As our daughter became a teenager she outgrew the style of her bedroom furniture she had since she was a little girl. Insert sob! I was a little sad but she was ready for something new. And since I totally LOVE redecorating my kids rooms we started looking at Pinterest for ideas. We kept coming back to pictures of pallet headboards while we were looking for inspiration for her teen bedroom makeover. She decided on a style and color she loved and I got to work with my husband’s help.
DIY Wood Headboard Using Fence Pickets
1. Measure to Determine the Size Needed
She chose this bed from Ikea in a queen size. After putting it together…thanks Ikea…we measured the bed as 64 1/2″ wide. Since I wanted the headboard to be a few inches wider than the bed frame we decided to make the headboard 68 1/2″ wide and 54″ high from the top of the bed frame.
2. Buy Wood from Home Improvement Store
I decided to go with new wood fence pickets for this project instead of reclaimed pallets. The fence pickets were inexpensive and easy to find at our local Lowe’s home improvement store. We bought the wood fence pickets in two different widths….5 1/2″ and 4″ wide. These particular fence pickets were rough, which is what I liked about using them. They looked more rustic and similar to reclaimed wood pallets. But I didn’t have the extra work of taking pallets apart and removing all the nails. Simple! And they only cost about $17. Cheap!
3. Build Support Posts
We built three support posts out of left over wood we had from our master bedroom board & batten project. Since we wanted the headboard to attach directly to the wall we used 2 pieces of wood so that we could build it around the baseboard moulding. We had an old scrap piece of moulding that we used to measure the difference in length we needed for the support boards.
4. Design Headboard Pattern
Using fence pickets in two different widths allowed me to create a random design for her wood headboard. Our design used 6 of the 5 1/2″ boards and 5 of the 4″ boards. The 11 fence pickets gave us the 54″ height for the headboard. Numbering the back of each board helped keep everything where I originally laid it out while going through the next steps.
5. Trim Fence Pickets
Once the design was laid out we measured each piece and marked it with a square. Then trimmed each fence picket at the mark using a circular saw. A table saw would have been great for this project but we don’t have one. Maybe someday soon I’ll have to invest in one. The pickets had a dog ear style top which we cut off to make each board 68 1/2″ long.
6. Sanding & Staining
I lightly sanded all sides of the pickets with a palm sander because I wanted to keep the headboard looking rustic but didn’t want anything to get caught on a rough patch.
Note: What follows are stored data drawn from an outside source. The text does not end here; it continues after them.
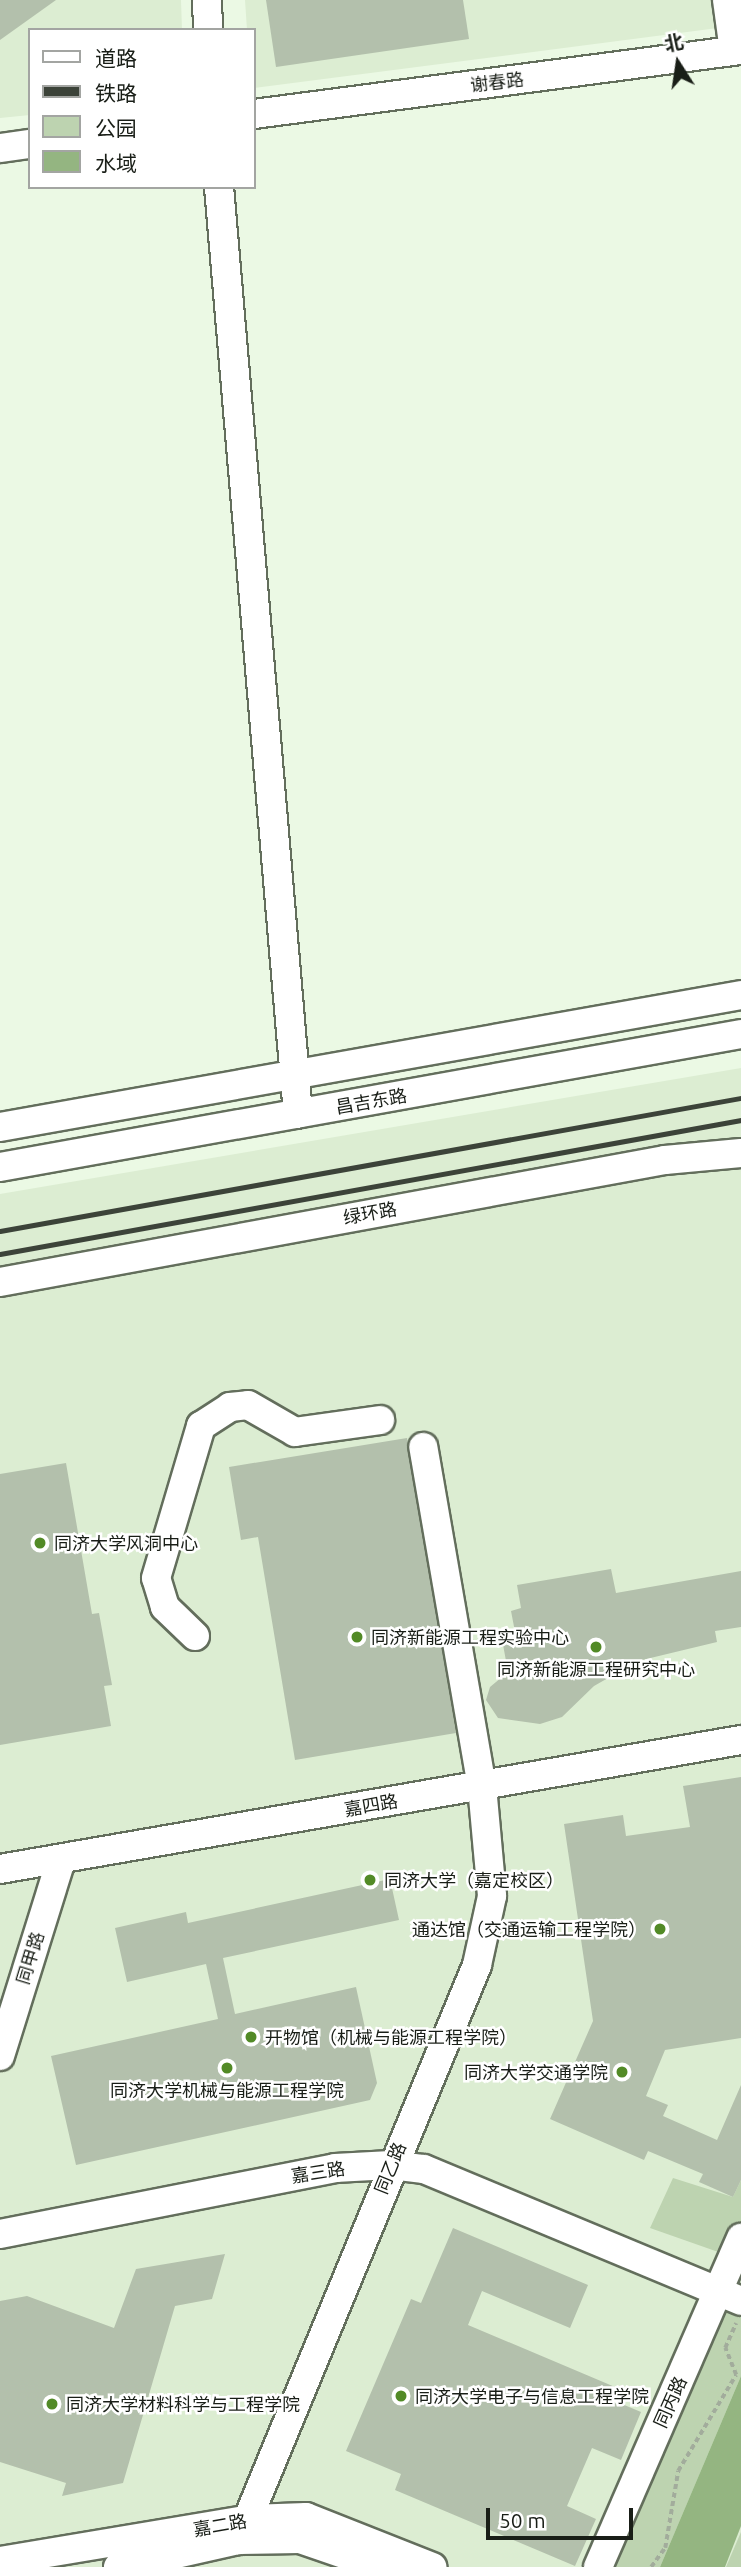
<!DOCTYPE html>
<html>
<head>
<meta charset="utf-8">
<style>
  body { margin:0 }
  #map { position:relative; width:741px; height:2567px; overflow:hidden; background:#ebf9e4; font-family:Ubuntu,"Noto Sans SC",sans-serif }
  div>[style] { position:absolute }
  .built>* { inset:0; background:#dcedd2 }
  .green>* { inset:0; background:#bdd3b0 }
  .water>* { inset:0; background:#94b581 }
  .building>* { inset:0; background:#b3c0ac }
  .path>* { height:3.5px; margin-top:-1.75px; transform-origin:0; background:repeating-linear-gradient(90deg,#a2ac9c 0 5px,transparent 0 8.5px) }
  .roads { filter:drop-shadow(2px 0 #636e5c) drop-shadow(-2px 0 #636e5c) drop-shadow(0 2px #636e5c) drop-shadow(0 -2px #636e5c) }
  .minor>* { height:28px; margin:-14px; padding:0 14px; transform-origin:14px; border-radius:14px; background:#fff }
  .rail>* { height:5px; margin:-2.5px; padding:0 2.5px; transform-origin:2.5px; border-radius:2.5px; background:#3c4339 }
  .dots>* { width:19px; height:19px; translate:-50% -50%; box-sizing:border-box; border:4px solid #fff; border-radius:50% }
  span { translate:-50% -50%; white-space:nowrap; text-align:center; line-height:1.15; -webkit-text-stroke:5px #fff; paint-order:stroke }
  .street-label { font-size:18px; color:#191e17 }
  .poi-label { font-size:18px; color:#191e17 }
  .left { translate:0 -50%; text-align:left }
  .right { translate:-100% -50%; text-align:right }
  .legend { position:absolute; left:28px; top:28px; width:228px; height:161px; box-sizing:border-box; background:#fff; border:2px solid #a3a5a2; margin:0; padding:9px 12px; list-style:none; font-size:21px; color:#191e17 }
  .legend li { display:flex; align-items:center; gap:14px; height:35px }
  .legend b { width:35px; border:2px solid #a3a5a2 }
  .north { position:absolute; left:643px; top:28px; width:70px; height:70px; -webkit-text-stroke:5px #fff; paint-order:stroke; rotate:348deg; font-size:19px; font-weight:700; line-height:28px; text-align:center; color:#191e17 }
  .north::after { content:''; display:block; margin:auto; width:24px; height:32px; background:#191e17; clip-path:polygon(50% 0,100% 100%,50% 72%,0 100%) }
  .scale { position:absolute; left:486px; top:2508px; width:147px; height:32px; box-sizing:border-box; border:4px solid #191e17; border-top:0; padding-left:9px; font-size:21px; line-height:24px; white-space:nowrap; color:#191e17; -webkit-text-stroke:5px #fff; paint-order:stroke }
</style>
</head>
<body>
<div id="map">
  <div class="built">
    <i style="clip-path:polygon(0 0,181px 0,182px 30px,30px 30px,30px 115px,0 118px)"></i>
    <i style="clip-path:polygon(245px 0,741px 0,741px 25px,254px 88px,254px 30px,247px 30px)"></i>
    <i style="clip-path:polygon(741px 1068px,741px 2567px,0 2567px,0 1194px)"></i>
  </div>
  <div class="green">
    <i style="clip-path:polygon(673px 2178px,733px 2197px,741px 2180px,741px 2260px,650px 2228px)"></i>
    <i style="clip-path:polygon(718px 2292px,741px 2302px,741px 2376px,660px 2567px,598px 2567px)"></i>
    <i style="clip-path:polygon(741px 2532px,741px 2567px,726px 2567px)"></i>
  </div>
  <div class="water">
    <i style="clip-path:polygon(741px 2376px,741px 2526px,725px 2567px,660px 2567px)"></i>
  </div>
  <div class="building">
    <i style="clip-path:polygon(0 0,56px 0,0 40px)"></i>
    <i style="clip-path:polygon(266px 0,463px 0,469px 39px,276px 67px)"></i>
    <i style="clip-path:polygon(407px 1438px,456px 1733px,295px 1760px,258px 1537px,241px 1540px,229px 1467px)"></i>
    <i style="clip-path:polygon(66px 1463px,92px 1614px,99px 1613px,112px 1685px,104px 1686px,111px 1726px,0 1745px,0 1474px)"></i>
    <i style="clip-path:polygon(611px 1569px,616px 1593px,741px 1571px,741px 1627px,715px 1631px,717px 1642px,638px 1661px,594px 1686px,562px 1717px,540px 1724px,498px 1718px,486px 1700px,490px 1687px,508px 1672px,502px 1639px,516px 1637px,511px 1611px,521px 1608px,517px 1585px)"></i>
    <i style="clip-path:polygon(741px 1777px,741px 2038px,665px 2050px,646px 2096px,668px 2105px,663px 2116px,717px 2140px,741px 2085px,741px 2180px,733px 2197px,699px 2182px,703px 2174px,648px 2151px,644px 2160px,550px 2119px,593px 2021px,564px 1824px,623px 1815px,626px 1836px,690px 1827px,683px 1786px)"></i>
    <i style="clip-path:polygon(390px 1879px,399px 1920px,223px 1958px,235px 2014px,356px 1987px,377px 2083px,370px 2100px,76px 2165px,51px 2056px,218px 2019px,206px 1964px,127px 1982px,115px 1928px,186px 1912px,188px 1923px)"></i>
    <i style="clip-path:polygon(453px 2228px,588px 2285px,570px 2328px,482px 2291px,468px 2325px,615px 2387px,610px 2399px,641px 2412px,621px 2460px,592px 2448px,567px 2506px,596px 2519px,575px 2566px,395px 2490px,401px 2474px,346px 2451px,411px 2299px,421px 2303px)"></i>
    <i style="clip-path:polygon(225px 2254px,212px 2299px,175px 2306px,123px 2483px,62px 2496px,66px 2483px,0 2462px,0 2301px,27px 2296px,114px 2328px,136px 2269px)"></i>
  </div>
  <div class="path">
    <i style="left:651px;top:2567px;width:24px;rotate:-54deg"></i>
    <i style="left:665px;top:2548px;width:78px;rotate:-80.4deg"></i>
    <i style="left:678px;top:2471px;width:112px;rotate:-58.9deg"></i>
    <i style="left:736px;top:2375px;width:29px;rotate:-112deg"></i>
    <i style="left:725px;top:2348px;width:27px;rotate:-66deg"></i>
  </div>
  <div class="roads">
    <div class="minor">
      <i style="left:207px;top:0;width:30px;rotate:88deg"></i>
      <i style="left:727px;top:0;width:51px;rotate:82.2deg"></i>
      <i style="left:254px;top:114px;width:491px;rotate:-7.5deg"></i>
      <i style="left:0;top:148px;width:30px;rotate:-8deg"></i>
      <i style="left:219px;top:187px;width:930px;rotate:85.13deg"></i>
      <i style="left:0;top:1127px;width:753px;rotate:-10.1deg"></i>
      <i style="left:0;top:1167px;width:753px;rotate:-10.18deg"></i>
      <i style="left:0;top:1282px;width:676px;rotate:-10.4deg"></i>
      <i style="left:665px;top:1160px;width:76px;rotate:-5.3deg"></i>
      <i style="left:195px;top:1636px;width:42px;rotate:-136deg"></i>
      <i style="left:165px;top:1607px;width:30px;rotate:-107deg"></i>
      <i style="left:156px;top:1578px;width:159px;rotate:-73.5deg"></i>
      <i style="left:201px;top:1426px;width:35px;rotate:-33deg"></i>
      <i style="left:230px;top:1407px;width:18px;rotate:-6deg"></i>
      <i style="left:248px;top:1405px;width:54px;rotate:29.9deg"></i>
      <i style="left:295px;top:1432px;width:86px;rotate:-8deg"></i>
      <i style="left:0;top:1869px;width:752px;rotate:-9.88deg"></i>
      <i style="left:0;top:2056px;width:205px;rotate:-72.7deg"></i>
      <i style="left:0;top:2234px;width:341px;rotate:-11.1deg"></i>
      <i style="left:335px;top:2168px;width:56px;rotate:-3.1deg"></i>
      <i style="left:391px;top:2165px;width:33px;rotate:7deg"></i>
      <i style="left:424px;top:2169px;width:343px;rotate:22.6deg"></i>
      <i style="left:239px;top:2540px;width:622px;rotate:-67.51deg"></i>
      <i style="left:477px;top:1965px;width:71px;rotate:-77.7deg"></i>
      <i style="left:492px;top:1896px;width:109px;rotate:-95.2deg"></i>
      <i style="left:482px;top:1787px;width:345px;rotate:-99.8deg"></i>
      <i style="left:0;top:2561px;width:254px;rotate:-9.5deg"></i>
      <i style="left:250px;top:2519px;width:56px;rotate:-2deg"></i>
      <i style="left:306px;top:2517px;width:136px;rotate:21.6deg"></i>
      <i style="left:118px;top:2567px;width:124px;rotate:-12.6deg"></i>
      <i style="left:239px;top:2540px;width:61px;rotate:-0.9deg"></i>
      <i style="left:300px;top:2539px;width:87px;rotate:18.9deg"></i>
      <i style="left:598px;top:2567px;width:359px;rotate:-66.5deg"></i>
    </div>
  </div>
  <div class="rail">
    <i style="left:0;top:1231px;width:753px;rotate:-10.18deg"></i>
    <i style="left:0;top:1254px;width:753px;rotate:-10.25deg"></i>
  </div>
  <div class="dots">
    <i style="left:40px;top:1543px;background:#528a26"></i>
    <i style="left:357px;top:1637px;background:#528a26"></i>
    <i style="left:596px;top:1647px;background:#528a26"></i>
    <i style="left:370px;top:1880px;background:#528a26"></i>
    <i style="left:660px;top:1929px;background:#528a26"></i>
    <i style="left:251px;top:2037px;background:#528a26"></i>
    <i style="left:227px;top:2068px;background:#528a26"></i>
    <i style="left:622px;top:2072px;background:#528a26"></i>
    <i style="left:401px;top:2396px;background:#528a26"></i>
    <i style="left:52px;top:2404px;background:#528a26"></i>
  </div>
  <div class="street-label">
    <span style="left:497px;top:82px;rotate:-7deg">谢春路</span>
    <span style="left:371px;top:1101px;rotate:-10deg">昌吉东路</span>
    <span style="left:370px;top:1213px;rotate:-10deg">绿环路</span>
    <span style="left:371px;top:1805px;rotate:-10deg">嘉四路</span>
    <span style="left:30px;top:1958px;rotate:-73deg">同甲路</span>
    <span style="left:390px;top:2168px;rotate:-68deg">同乙路</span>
    <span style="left:318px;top:2172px;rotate:-9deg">嘉三路</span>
    <span style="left:670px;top:2402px;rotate:-66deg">同丙路</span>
    <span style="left:220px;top:2525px;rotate:-10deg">嘉二路</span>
  </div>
  <div class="poi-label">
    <span class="left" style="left:54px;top:1543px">同济大学风洞中心</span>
    <span class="left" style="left:371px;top:1637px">同济新能源工程实验中心</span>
    <span style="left:596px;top:1669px">同济新能源工程研究中心</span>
    <span class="left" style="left:384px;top:1880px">同济大学（嘉定校区）</span>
    <span class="right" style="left:646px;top:1929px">通达馆（交通运输工程学院）</span>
    <span class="left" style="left:265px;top:2037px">开物馆（机械与能源工程学院）</span>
    <span class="right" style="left:608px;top:2072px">同济大学交通学院</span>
    <span style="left:227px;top:2090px">同济大学机械与能源工程学院</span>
    <span class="left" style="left:415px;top:2396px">同济大学电子与信息工程学院</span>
    <span class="left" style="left:66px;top:2404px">同济大学材料科学与工程学院</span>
  </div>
  <ul class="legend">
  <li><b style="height:9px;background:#fff"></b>道路</li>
  <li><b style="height:9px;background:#3c4339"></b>铁路</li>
  <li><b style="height:19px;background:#bdd3b0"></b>公园</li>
  <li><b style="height:19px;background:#94b581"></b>水域</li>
  </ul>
  <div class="north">北</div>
  <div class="scale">50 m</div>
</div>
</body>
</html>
Minwax water based interior stain in Coastal Gray and Marshmallow were the perfect colors to stain the headboard to match her new room decor. I also combined those two colors to create a third variation in a light gray. The stain was applied using an old clean rag.
Once all the boards were stained and had time to dry we attached them to the back supports. We secured the stained fence pickets to the back support with 3/4″ finishing nails. The boards were nailed from the back so that they were not visible.
We carried it up to my daughter’s room and held it in place. It looked perfect! Just what we wanted.
8. Hanging the Headboard
After seeing the completed headboard I decided I didn’t want to drill holes through the front to secure it to the wall. We ordered this french cleat to hang it. Two horizontal boards were added between the back supports so that we could attach the french cleat. The headboard was super secure because of the interlocking brackets.
We pushed the bed back against the wall and marveled at our handy work. We were super proud of ourselves! And our daughter loves her new bed!